The machine made so much sense. A seemingly pointless trigger set off the series of events. The ball rolled, knocking each strange little piece into play. Hayes making a video about the Ellingham case. Janelle’s pass being stolen to get the dry ice. The message on the wall. Hayes turning at the last moment on the day they were shooting, saying he had to go back for a minute to do something and never coming back again. Stevie realizing that Ellie had written the show. Ellie running into the walls, then getting into the tunnel and never coming out.
Another ball was triggered, running down the rims of a stack of cups, which tumbled into the soda dispenser. This began pouring liquid into three plastic pitchers. These weighed something down and . . .
Stevie blinked into alertness as three paintball guns fired off at the same time, all pointing at the egg, which exploded in a blast of red, blue, yellow, and albumen.
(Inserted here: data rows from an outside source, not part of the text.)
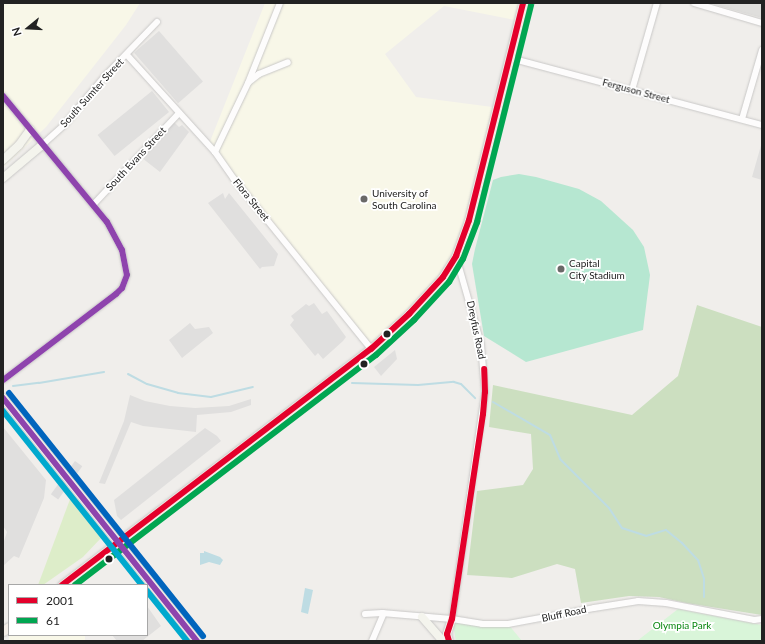 <!DOCTYPE html>
<html>
<head>
<meta charset="utf-8">
<style>
	body { margin:0 }
	#map { position:relative; width:765px; height:644px; overflow:hidden; background:#f0eeeb; font-family:Lato,sans-serif }
	div>[style] { position:absolute }
	[style*='--x'] { left:calc(var(--x)*1px); top:calc(var(--y)*1px); width:calc(var(--w)*1px); rotate:calc(var(--a)*1deg) }
	.residential>* { inset:0; background:#dfdedc }
	.education>* { inset:0; background:#f8f7e8; transform-origin:0 0 }
	.grass>* { inset:0; background:#ddedc9 }
	.forest>* { inset:0; background:#ccdfc0 }
	.park>* { inset:0; background:#d9f5d9 }
	.pitch>* { inset:0; background:#b6e7d1 }
	.parking>* { inset:0; background:#e0dfde; transform-origin:0 0 }
	.water>* { inset:0; background:#bedce3 }
	.pier>* { inset:0; background:#dedddd; transform-origin:0 0 }
	.stream>* { height:2px; margin:-1px; padding:0 1px; transform-origin:1px; border-radius:1px; background:#bedce3 }
	.roads { filter:drop-shadow(0 0 1px #c9c8c7) drop-shadow(0 0 1px #c9c8c7) }
	.street>* { height:6px; margin:-3px; padding:0 3px; transform-origin:3px; border-radius:3px; background:#fdfcfc }
	.secondary>* { height:8px; margin:-4px; padding:0 4px; transform-origin:4px; border-radius:4px; background:#f4f4ed }
	.primary>* { height:9px; margin:-4.5px; padding:0 4.5px; transform-origin:4.5px; border-radius:4.5px; background:#f3ede7 }
	.bus-1>* { height:6px; margin:-3px; padding:0 3px; transform-origin:3px; border-radius:3px; background:#e4002b }
	.bus-2>* { height:6px; margin:-3px; padding:0 3px; transform-origin:3px; border-radius:3px; background:#00a651 }
	.bus-3>* { height:6px; margin:-3px; padding:0 3px; transform-origin:3px; border-radius:3px; background:#8e44ad }
	.bus-4>* { height:6px; margin:-3px; padding:0 3px; transform-origin:3px; border-radius:3px; background:#00a9ce }
	.bus-5>* { height:6px; margin:-3px; padding:0 3px; transform-origin:3px; border-radius:3px; background:#0065bd }
	.dots>* { width:11px; height:11px; translate:-50% -50%; box-sizing:border-box; border:2px solid #fff; border-radius:50% }
	span { translate:-50% -50%; white-space:nowrap; text-align:center; line-height:1.15; -webkit-text-stroke:3.5px #fff; paint-order:stroke }
	.street-label { font-size:10px; color:#222 }
	.poi-label { font-size:10px; color:#222 }
	.left { translate:0 -50%; text-align:left }
	.park-label { font-size:10px; color:#098710 }
	.frame { position:absolute; inset:0; border:4px solid #222; pointer-events:none }
	.legend { position:absolute; left:8px; top:584px; width:140px; height:52px; box-sizing:border-box; background:#fff; border:1px solid #a7a7a7; margin:0; padding:5px 7px; list-style:none; font-size:12px; color:#222 }
	.legend li { display:flex; align-items:center; gap:8px; height:20px }
	.legend b { width:20px; border:1px solid #a7a7a7 }
	.north { position:absolute; left:8px; top:8px; width:40px; height:40px; -webkit-text-stroke:3px #fff; paint-order:stroke; rotate:252deg; font-size:11px; font-weight:700; line-height:16px; text-align:center; color:#222 }
	.north::after { content:''; display:block; margin:auto; width:14px; height:18px; background:#222; clip-path:polygon(50% 0,100% 100%,50% 72%,0 100%) }
</style>
</head>
<body>
<div id="map">
	<div class="residential">
		<div style="clip-path:polygon(709px 3px,762px 3px,762px 18px)"></div>
	</div>
	<div class="education">
		<div style="clip-path:polygon(3px 3px,140px 3px,126px 25px,46px 127px,3px 168px)"></div>
		<div style="clip-path:polygon(265px 3px,525px 3px,520px 21px,444px 6px,385px 54px,416px 97px,500px 108px,467px 232px,425px 298px,368px 348px,209px 144px)"></div>
		<div style="left:9px;top:635px;width:76px;height:6px"></div>
	</div>
	<div class="grass">
		<div style="clip-path:polygon(72px 494px,100px 529px,101px 538px,83px 557px,43px 585px,38px 585px)"></div>
	</div>
	<div class="forest">
		<div style="clip-path:polygon(697px 305px,762px 327px,762px 615px,686px 603px,659px 597px,629px 596px,581px 603px,575px 569px,557px 564px,512px 578px,467px 575px,477px 491px,523px 485px,533px 469px,531px 434px,489px 427px,493px 385px,632px 415px,678px 376px)"></div>
	</div>
	<div class="park">
		<div style="clip-path:polygon(678px 609px,762px 625px,762px 641px,637px 641px)"></div>
		<div style="clip-path:polygon(452px 619px,508px 624px,522px 641px,456px 641px)"></div>
	</div>
	<div class="pitch">
		<div style="clip-path:polygon(519px 174px,536px 177px,579px 189px,601px 201px,633px 230px,644px 247px,650px 275px,643px 330px,526px 362px,484px 336px,472px 264px,475px 249px,493px 180px,501px 177px)"></div>
	</div>
	<div class="parking">
		<div style="left:159px;top:31px;width:67px;height:33px;rotate:49deg"></div>
		<div style="left:152px;top:91px;width:27px;height:70px;rotate:51deg"></div>
		<div style="clip-path:polygon(174px 122px,179px 127px,182px 125px,189px 132px,160px 172px,142px 158px)"></div>
		<div style="clip-path:polygon(762px 142px,762px 180px,752px 177px)"></div>
		<div style="clip-path:polygon(223px 193px,225px 199px,229px 193px,278px 254px,274px 266px,262px 267px,260px 269px,208px 203px)"></div>
		<div style="clip-path:polygon(314px 303px,322px 314px,327px 311px,346px 337px,343px 341px,323px 359px,318px 353px,315px 356px,290px 325px,294px 320px,291px 316px,306px 304px,309px 306px)"></div>
		<div style="clip-path:polygon(190px 323px,195px 329px,209px 327px,213px 333px,182px 358px,169px 340px)"></div>
		<div style="clip-path:polygon(395px 350px,397px 359px,381px 376px,374px 367px)"></div>
		<div style="clip-path:polygon(130px 395px,145px 401px,170px 406px,195px 408px,229px 406px,251px 399px,251px 405px,231px 412px,197px 415px,196px 432px,143px 426px,131px 422px,105px 484px,99px 483px,124px 421px)"></div>
		<div style="clip-path:polygon(3px 427px,46px 480px,44px 498px,19px 558px,14px 556px,3px 566px,3px 544px,7px 532px,3px 526px)"></div>
		<div style="clip-path:polygon(205px 428px,217px 436px,221px 441px,121px 520px,117px 516px,114px 500px)"></div>
		<div style="clip-path:polygon(147px 606px,161px 626px,142px 641px,128px 640px,117px 641px,112px 635px,147px 635px)"></div>
	</div>
	<div class="water">
		<div style="clip-path:polygon(204px 551px,220px 557px,223px 560px,220px 565px,209px 562px,200px 565px,200px 553px,204px 553px)"></div>
		<div style="clip-path:polygon(305px 588px,313px 590px,308px 614px,301px 612px)"></div>
	</div>
	<div class="pier">
		<div style="left:75px;top:461px;width:9px;height:41px;rotate:36deg"></div>
	</div>
	<div class="stream">
		<div style="--x:128;--y:374;--w:21;--a:28"></div>
		<div style="--x:147;--y:384;--w:32;--a:16"></div>
		<div style="--x:178;--y:393;--w:33;--a:7"></div>
		<div style="--x:211;--y:397;--w:43;--a:-13.4"></div>
		<div style="--x:352;--y:383;--w:66;--a:1.7"></div>
		<div style="--x:418;--y:385;--w:36;--a:-5"></div>
		<div style="--x:454;--y:382;--w:7;--a:16"></div>
		<div style="--x:461;--y:384;--w:20;--a:45"></div>
		<div style="--x:13;--y:386;--w:26;--a:-7"></div>
		<div style="--x:39;--y:383;--w:66;--a:-9.6"></div>
		<div style="--x:493;--y:402;--w:66;--a:30.1"></div>
		<div style="--x:550;--y:435;--w:26;--a:67"></div>
		<div style="--x:560;--y:459;--w:69;--a:45"></div>
		<div style="--x:609;--y:508;--w:24;--a:57"></div>
		<div style="--x:622;--y:528;--w:25;--a:18"></div>
		<div style="--x:646;--y:536;--w:21;--a:-17"></div>
		<div style="--x:666;--y:530;--w:21;--a:39"></div>
		<div style="--x:682;--y:543;--w:23;--a:47"></div>
		<div style="--x:698;--y:560;--w:20;--a:72"></div>
		<div style="--x:704;--y:579;--w:18;--a:90"></div>
	</div>
	<div class="roads">
		<div class="street">
			<div style="--x:694;--y:3;--w:71;--a:16.4"></div>
			<div style="--x:127;--y:55;--w:131;--a:47.8"></div>
			<div style="--x:215;--y:152;--w:33;--a:55"></div>
			<div style="--x:234;--y:179;--w:218;--a:51.1"></div>
			<div style="--x:510;--y:58;--w:261;--a:14.9"></div>
			<div style="--x:249;--y:82;--w:13;--a:-39"></div>
			<div style="--x:259;--y:74;--w:31;--a:-22"></div>
			<div style="--x:632;--y:90;--w:91;--a:-74"></div>
			<div style="--x:3;--y:96;--w:163;--a:50.5"></div>
			<div style="--x:107;--y:222;--w:32;--a:62"></div>
			<div style="--x:122;--y:250;--w:25;--a:79"></div>
			<div style="--x:127;--y:275;--w:14;--a:111"></div>
			<div style="--x:122;--y:288;--w:8;--a:135"></div>
			<div style="--x:116;--y:294;--w:142;--a:142.7"></div>
			<div style="--x:742;--y:119;--w:72;--a:-73.8"></div>
			<div style="--x:42;--y:145;--w:31;--a:-42"></div>
			<div style="--x:65;--y:124;--w:62;--a:-50.2"></div>
			<div style="--x:105;--y:76;--w:75;--a:-46.1"></div>
			<div style="--x:215;--y:152;--w:76;--a:-64.4"></div>
			<div style="--x:248;--y:83;--w:86;--a:-68.2"></div>
			<div style="--x:93;--y:205;--w:126;--a:-46.9"></div>
			<div style="--x:365;--y:614;--w:17;--a:-3"></div>
			<div style="--x:382;--y:613;--w:70;--a:4.9"></div>
			<div style="--x:452;--y:619;--w:30;--a:9"></div>
			<div style="--x:482;--y:624;--w:26;--a:0"></div>
			<div style="--x:508;--y:624;--w:87;--a:-10.5"></div>
			<div style="--x:594;--y:608;--w:45;--a:-9"></div>
			<div style="--x:638;--y:601;--w:28;--a:4"></div>
			<div style="--x:666;--y:603;--w:90;--a:10.9"></div>
			<div style="--x:754;--y:620;--w:8;--a:-7"></div>
			<div style="--x:452;--y:619;--w:229;--a:-81.7"></div>
			<div style="--x:485;--y:392;--w:48;--a:-94.8"></div>
			<div style="--x:481;--y:344;--w:91;--a:-105.9"></div>
			<div style="--x:372;--y:641;--w:30;--a:-67"></div>
		</div>
		<div class="secondary">
			<div style="--x:3;--y:160;--w:22;--a:-43"></div>
			<div style="--x:19;--y:145;--w:19;--a:-54"></div>
			<div style="--x:3;--y:178;--w:51;--a:-40.2"></div>
			<div style="--x:3;--y:398;--w:311;--a:51.4"></div>
			<div style="--x:422;--y:617;--w:32;--a:49"></div>
			<div style="--x:449;--y:641;--w:7;--a:-106"></div>
			<div style="--x:447;--y:634;--w:16;--a:-72"></div>
		</div>
		<div class="primary">
			<div style="--x:62;--y:585;--w:389;--a:-37.4"></div>
			<div style="--x:371;--y:349;--w:52;--a:-42.6"></div>
			<div style="--x:409;--y:314;--w:50;--a:-47.4"></div>
			<div style="--x:443;--y:277;--w:25;--a:-58"></div>
			<div style="--x:456;--y:256;--w:38;--a:-70"></div>
			<div style="--x:469;--y:220;--w:224;--a:-76"></div>
			<div style="--x:3;--y:631;--w:7;--a:-34"></div>
		</div>
	</div>
	<div class="bus-1">
		<div style="--x:62;--y:585;--w:389;--a:-37.4"></div>
		<div style="--x:371;--y:349;--w:52;--a:-42.6"></div>
		<div style="--x:409;--y:314;--w:50;--a:-47.4"></div>
		<div style="--x:443;--y:277;--w:25;--a:-58"></div>
		<div style="--x:456;--y:256;--w:38;--a:-70"></div>
		<div style="--x:469;--y:220;--w:224;--a:-76"></div>
		<div style="--x:449;--y:641;--w:7;--a:-106"></div>
		<div style="--x:447;--y:634;--w:16;--a:-72"></div>
		<div style="--x:452;--y:619;--w:207;--a:-81.4"></div>
		<div style="--x:483;--y:414;--w:22;--a:-85"></div>
		<div style="--x:485;--y:392;--w:23;--a:-92"></div>
	</div>
	<div class="bus-2">
		<div style="--x:75;--y:585;--w:379;--a:-37.4"></div>
		<div style="--x:376;--y:355;--w:52;--a:-42.6"></div>
		<div style="--x:414;--y:320;--w:52;--a:-47.4"></div>
		<div style="--x:449;--y:282;--w:27;--a:-59"></div>
		<div style="--x:463;--y:259;--w:40;--a:-69"></div>
		<div style="--x:477;--y:222;--w:224;--a:-76"></div>
	</div>
	<div class="bus-3">
		<div style="--x:3;--y:96;--w:163;--a:50.5"></div>
		<div style="--x:107;--y:222;--w:32;--a:62"></div>
		<div style="--x:122;--y:250;--w:25;--a:79"></div>
		<div style="--x:127;--y:275;--w:14;--a:111"></div>
		<div style="--x:122;--y:288;--w:8;--a:135"></div>
		<div style="--x:116;--y:294;--w:142;--a:142.7"></div>
		<div style="--x:3;--y:398;--w:311;--a:51.4"></div>
	</div>
	<div class="bus-4">
		<div style="--x:3;--y:411;--w:223;--a:51.4"></div>
		<div style="--x:147;--y:591;--w:64;--a:51.3"></div>
	</div>
	<div class="bus-5">
		<div style="--x:9;--y:393;--w:311;--a:51.4"></div>
	</div>
	<div class="dots">
		<div style="left:364px;top:199px;background:#6a6968"></div>
		<div style="left:561px;top:269px;background:#6a6968"></div>
		<div style="left:387px;top:334px;background:#222"></div>
		<div style="left:364px;top:364px;background:#222"></div>
		<div style="left:109px;top:559px;background:#222"></div>
	</div>
	<div class="street-label">
		<span style="left:636px;top:91px;rotate:15deg">Ferguson Street</span>
		<span style="left:92px;top:93px;rotate:-48deg">South Sumter Street</span>
		<span style="left:136px;top:159px;rotate:-47deg">South Evans Street</span>
		<span style="left:251px;top:200px;rotate:51deg">Flora Street</span>
		<span style="left:476px;top:330px;rotate:78deg">Dreyfus Road</span>
		<span style="left:564px;top:614px;rotate:-12deg">Bluff Road</span>
	</div>
	<div class="poi-label">
		<span class="left" style="left:372px;top:199px">University of<br>South Carolina</span>
		<span class="left" style="left:569px;top:269px">Capital<br>City Stadium</span>
	</div>
	<div class="park-label">
		<span style="left:682px;top:626px">Olympia Park</span>
	</div>
	<div class="frame"></div>
	<ul class="legend">
	<li><b style="height:5px;background:#e4002b"></b>2001</li>
	<li><b style="height:5px;background:#00a651"></b>61</li>
	</ul>
	<div class="north">N</div>
</div>
</body>
</html>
Vi screamed in delight and jumped up to embrace Janelle.
“That was pretty good,” Nate said.
Stevie nodded absently. Of course, she had missed the event that triggered the gun. She was looking right at something but she couldn’t see it. Where do you look for someone who’s never really there. . . .
At some point, the gun placed in act one goes off, usually in the third act.
That was one of the most important parts of being a detective: keep your eye on the gun.